Software Patents
The Software Patent Threat
Software patents threaten practically software development projects, be them propriatory or open source, the OpenSceneGraph is no execption. Software Patents are legal in USA, Australia and Japan, but also have a rather dubious legality in Europe. Currently the European Union are processing legislation that could either ratify the move to legalising Software Patents that patent professionals and some multi-nationals have been driving for, or instead to reaffirm the non patentability of software that was original part of the Eurepean Patent Convention.
The way the Software Patents directly affect the OpenSceneGraph project is that both the core developers, developers that use the OpenSceneGraph for their application development and their end users all are open to the possibility of litigation from agressive patent entities. These patents entities may take the form of a company trying to destroy or damage a competitor by preventing them from using, distributing and selling their software, through to entities seeking rents - the price of which is determined by the greed of the patent entity, not free market forces.
The less obvious effects on the OpenSceneGraph project are the features that won't be developed simply because of known patents covering areas of interest, there is already several areas where development work has been curtailed, and as the patent thicket grows thicker this is only likely to become worse and just avoiding the patents will take more and more of our time slowing development.

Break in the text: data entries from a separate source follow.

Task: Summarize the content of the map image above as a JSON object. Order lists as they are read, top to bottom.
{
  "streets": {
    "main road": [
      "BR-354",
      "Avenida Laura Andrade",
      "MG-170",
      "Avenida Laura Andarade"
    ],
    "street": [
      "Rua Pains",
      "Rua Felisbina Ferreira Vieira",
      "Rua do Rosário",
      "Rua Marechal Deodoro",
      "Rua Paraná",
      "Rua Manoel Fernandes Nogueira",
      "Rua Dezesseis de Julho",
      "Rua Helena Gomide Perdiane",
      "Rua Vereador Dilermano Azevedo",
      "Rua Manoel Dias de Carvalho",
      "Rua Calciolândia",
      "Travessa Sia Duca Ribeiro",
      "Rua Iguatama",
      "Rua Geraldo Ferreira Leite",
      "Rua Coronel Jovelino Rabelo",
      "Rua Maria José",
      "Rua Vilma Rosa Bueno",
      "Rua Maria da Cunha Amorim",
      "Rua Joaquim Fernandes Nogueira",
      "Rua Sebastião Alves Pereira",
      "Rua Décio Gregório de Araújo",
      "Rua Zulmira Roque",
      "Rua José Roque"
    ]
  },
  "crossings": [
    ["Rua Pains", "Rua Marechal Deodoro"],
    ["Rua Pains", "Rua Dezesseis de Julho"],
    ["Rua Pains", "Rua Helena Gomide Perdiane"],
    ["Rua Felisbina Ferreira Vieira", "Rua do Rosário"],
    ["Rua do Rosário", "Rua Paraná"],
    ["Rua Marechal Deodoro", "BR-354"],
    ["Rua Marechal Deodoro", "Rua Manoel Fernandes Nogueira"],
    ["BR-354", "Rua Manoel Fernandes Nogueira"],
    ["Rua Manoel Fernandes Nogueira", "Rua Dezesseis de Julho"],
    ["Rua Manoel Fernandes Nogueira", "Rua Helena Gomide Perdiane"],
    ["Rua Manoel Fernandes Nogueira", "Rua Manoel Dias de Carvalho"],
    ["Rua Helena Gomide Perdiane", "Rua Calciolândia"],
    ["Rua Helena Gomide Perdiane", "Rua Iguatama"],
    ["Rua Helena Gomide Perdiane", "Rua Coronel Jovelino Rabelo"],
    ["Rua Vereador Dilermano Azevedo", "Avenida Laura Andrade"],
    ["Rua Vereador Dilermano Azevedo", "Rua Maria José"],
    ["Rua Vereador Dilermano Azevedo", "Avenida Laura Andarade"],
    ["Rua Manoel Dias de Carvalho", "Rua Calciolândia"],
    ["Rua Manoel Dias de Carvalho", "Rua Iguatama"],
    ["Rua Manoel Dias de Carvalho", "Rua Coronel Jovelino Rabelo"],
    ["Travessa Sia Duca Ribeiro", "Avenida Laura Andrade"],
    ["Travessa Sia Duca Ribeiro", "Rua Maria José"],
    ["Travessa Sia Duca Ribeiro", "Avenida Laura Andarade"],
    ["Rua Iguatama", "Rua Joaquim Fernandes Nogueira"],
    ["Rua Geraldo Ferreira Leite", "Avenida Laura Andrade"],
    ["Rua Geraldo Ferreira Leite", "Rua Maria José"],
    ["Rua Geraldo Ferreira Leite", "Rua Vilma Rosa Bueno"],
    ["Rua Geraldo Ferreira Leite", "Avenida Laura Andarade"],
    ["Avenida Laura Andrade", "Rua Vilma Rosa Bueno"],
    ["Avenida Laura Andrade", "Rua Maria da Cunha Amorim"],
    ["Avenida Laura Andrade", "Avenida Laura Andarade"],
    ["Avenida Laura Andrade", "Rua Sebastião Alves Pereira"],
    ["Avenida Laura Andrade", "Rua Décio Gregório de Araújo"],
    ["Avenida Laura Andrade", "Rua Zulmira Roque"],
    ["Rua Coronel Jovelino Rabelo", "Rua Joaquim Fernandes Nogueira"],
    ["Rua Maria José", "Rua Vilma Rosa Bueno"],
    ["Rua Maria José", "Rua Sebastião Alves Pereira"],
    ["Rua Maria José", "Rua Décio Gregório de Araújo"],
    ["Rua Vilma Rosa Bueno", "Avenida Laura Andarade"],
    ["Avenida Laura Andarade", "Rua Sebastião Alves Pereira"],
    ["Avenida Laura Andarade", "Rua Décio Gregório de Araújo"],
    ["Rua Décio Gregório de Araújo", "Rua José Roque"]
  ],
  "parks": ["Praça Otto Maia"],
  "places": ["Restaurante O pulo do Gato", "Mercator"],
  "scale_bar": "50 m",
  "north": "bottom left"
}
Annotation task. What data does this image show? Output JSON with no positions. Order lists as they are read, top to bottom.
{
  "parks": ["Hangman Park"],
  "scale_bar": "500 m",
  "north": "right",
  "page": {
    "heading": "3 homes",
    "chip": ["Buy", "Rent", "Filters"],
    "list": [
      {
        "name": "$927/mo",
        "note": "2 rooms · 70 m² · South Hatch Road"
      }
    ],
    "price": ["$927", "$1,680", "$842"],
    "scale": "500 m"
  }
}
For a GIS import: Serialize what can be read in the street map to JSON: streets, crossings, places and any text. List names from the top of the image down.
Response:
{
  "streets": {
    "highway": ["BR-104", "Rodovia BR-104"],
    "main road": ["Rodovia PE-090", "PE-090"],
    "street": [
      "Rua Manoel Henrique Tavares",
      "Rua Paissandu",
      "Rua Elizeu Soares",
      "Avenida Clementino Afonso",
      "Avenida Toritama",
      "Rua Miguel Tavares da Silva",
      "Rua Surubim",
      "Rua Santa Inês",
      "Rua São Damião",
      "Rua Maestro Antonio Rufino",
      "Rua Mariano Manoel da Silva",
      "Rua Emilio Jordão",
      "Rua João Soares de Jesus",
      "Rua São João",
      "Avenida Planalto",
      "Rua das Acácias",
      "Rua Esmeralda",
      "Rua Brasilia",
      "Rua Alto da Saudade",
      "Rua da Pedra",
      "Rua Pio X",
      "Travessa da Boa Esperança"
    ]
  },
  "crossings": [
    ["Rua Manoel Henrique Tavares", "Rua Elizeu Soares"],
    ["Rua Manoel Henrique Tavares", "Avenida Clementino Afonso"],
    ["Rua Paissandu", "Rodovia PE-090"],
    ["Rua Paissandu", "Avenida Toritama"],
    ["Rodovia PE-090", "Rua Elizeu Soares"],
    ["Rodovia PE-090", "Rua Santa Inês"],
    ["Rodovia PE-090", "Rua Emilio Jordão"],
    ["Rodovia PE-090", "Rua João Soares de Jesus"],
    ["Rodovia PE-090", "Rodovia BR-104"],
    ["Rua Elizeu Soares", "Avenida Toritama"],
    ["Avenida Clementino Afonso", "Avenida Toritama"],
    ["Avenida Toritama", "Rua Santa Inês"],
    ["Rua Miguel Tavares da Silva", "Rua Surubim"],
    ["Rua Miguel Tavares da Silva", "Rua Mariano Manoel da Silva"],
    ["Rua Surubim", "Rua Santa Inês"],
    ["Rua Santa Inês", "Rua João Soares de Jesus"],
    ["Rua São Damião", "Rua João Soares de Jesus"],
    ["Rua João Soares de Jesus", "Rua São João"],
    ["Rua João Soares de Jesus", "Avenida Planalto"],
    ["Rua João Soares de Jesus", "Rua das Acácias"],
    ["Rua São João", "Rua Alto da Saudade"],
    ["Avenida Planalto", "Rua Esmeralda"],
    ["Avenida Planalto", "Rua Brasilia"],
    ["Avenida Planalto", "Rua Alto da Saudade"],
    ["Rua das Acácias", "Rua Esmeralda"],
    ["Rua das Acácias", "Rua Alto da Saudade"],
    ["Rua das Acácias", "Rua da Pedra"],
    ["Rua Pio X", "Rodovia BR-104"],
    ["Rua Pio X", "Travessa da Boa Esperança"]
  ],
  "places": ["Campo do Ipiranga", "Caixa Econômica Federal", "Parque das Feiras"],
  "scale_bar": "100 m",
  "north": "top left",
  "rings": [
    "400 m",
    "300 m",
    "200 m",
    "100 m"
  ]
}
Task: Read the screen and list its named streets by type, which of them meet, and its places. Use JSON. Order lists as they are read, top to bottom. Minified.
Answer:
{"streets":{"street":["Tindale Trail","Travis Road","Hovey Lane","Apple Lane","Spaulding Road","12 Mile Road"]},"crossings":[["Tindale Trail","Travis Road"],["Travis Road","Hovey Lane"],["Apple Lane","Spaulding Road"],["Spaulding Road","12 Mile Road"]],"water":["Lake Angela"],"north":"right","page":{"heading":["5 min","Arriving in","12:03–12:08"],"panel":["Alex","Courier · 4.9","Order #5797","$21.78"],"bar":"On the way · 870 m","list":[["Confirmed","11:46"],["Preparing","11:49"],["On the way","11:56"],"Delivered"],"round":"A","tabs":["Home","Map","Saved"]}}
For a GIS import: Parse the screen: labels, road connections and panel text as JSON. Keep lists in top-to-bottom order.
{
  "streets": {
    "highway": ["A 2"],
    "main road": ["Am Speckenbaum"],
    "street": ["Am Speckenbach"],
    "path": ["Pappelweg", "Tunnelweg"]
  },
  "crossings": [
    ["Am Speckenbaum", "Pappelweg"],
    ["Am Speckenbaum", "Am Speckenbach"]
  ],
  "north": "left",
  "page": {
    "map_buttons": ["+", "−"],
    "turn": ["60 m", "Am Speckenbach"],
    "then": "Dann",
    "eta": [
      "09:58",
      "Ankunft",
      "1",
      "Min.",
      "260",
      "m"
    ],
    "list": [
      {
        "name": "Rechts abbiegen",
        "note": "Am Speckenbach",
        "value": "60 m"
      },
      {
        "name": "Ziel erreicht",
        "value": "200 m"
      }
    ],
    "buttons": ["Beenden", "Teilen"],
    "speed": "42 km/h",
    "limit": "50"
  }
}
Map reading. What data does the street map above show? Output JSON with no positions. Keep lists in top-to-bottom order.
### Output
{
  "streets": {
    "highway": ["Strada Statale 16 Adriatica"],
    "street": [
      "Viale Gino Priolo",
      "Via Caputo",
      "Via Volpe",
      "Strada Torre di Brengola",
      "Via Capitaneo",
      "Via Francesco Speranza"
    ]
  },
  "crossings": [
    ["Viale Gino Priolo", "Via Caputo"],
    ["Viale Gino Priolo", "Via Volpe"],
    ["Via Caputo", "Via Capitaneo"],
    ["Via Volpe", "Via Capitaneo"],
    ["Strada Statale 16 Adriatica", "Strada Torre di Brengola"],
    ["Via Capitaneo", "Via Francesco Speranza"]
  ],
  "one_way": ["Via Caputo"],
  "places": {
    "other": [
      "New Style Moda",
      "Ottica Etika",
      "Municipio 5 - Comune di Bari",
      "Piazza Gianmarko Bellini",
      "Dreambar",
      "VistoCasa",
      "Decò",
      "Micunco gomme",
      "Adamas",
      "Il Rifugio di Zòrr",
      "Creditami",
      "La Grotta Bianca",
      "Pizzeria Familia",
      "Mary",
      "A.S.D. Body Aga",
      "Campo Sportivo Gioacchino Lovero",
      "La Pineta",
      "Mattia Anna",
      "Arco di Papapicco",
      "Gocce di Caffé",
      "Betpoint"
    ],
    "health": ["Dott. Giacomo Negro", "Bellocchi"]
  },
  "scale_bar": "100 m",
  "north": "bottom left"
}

So far the OpenSceneGraph project has escaped any major detrimental effects of software patent, but this is not something we can assume long term. Other open source projects have already been forced to be stopped entirely or have features dropped because of recieving cease and desist letter from patent entities, a recent example was the VideoLan project dropping support for a particular codec, but also include FreeType dropping support for high quality fonts, GNU compile not implenment certain optimization - all of which directly affect many OpenSceneGraph users. With the OpenSceneGraph become ever more popular the visibility as a target for litigation increases.